Against all her mother’s earnestly urged objections, Mary went with her lover to the ball. She came home, at one o’clock, with a sharp pain through her breast, red spots on her cheeks, oppression of the chest, and considerable fever. On the next morning she was unable to rise from her bed. When the doctor, who was sent for, came in, he looked grave, and asked if there had been any exposure by which a fresh cold could be taken.
“She was at the ball last night,” replied the mother.
“Not with your approval, madam?” he said quickly, looking with a stern expression into the mother’s face.
“No, doctor. I urged her not to go; but Mary thought she knew best. She did not believe there was any danger.”
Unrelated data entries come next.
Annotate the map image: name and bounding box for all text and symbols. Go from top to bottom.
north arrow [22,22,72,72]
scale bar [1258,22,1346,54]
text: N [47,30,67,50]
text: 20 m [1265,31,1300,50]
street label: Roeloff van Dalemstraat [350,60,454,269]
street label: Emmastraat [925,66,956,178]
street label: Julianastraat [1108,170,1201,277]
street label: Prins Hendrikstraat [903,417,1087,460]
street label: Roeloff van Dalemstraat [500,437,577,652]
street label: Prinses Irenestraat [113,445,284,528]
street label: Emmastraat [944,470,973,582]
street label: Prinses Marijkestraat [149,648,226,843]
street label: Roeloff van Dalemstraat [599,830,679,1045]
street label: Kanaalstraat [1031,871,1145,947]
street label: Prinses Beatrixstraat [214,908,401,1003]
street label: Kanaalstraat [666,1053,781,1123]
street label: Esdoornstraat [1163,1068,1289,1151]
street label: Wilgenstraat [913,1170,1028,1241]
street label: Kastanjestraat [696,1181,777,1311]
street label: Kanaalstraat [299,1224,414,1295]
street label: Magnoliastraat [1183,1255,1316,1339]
A strong expression rose to the doctor’s lips, but he repressed it, lest he should needlessly alarm the patient. On retiring from her chamber, he declared the case to be a very critical one; and so it proved to be. Mary did not leave her room for some months; and when she did, it was with a constitution so impaired that she could not endure the slightest fatigue, nor bear the least exposure. Neither change of climate nor medicine availed any thing toward restoring her to health. In this feeble state she married, about twelve months afterward, the young man who had accompanied her to the ball. One year from the period at which that happy event took place, she died, leaving to stranger hands a babe that needed all her tenderest care, and a husband almost broken-hearted at his loss.
This is not merely a picture from the imagination, and highly coloured. It is from nature, and every line is drawn with the pencil of truth. Hundreds of young women yearly sink into the grave, whose friends can trace to some similar act of imprudence, committed in direct opposition to the earnest persuasions of parents or friends, the cause of their premature decay and death. And too often other, and sometimes even worse, consequences than death, follow a disregard of the mother’s voice of warning.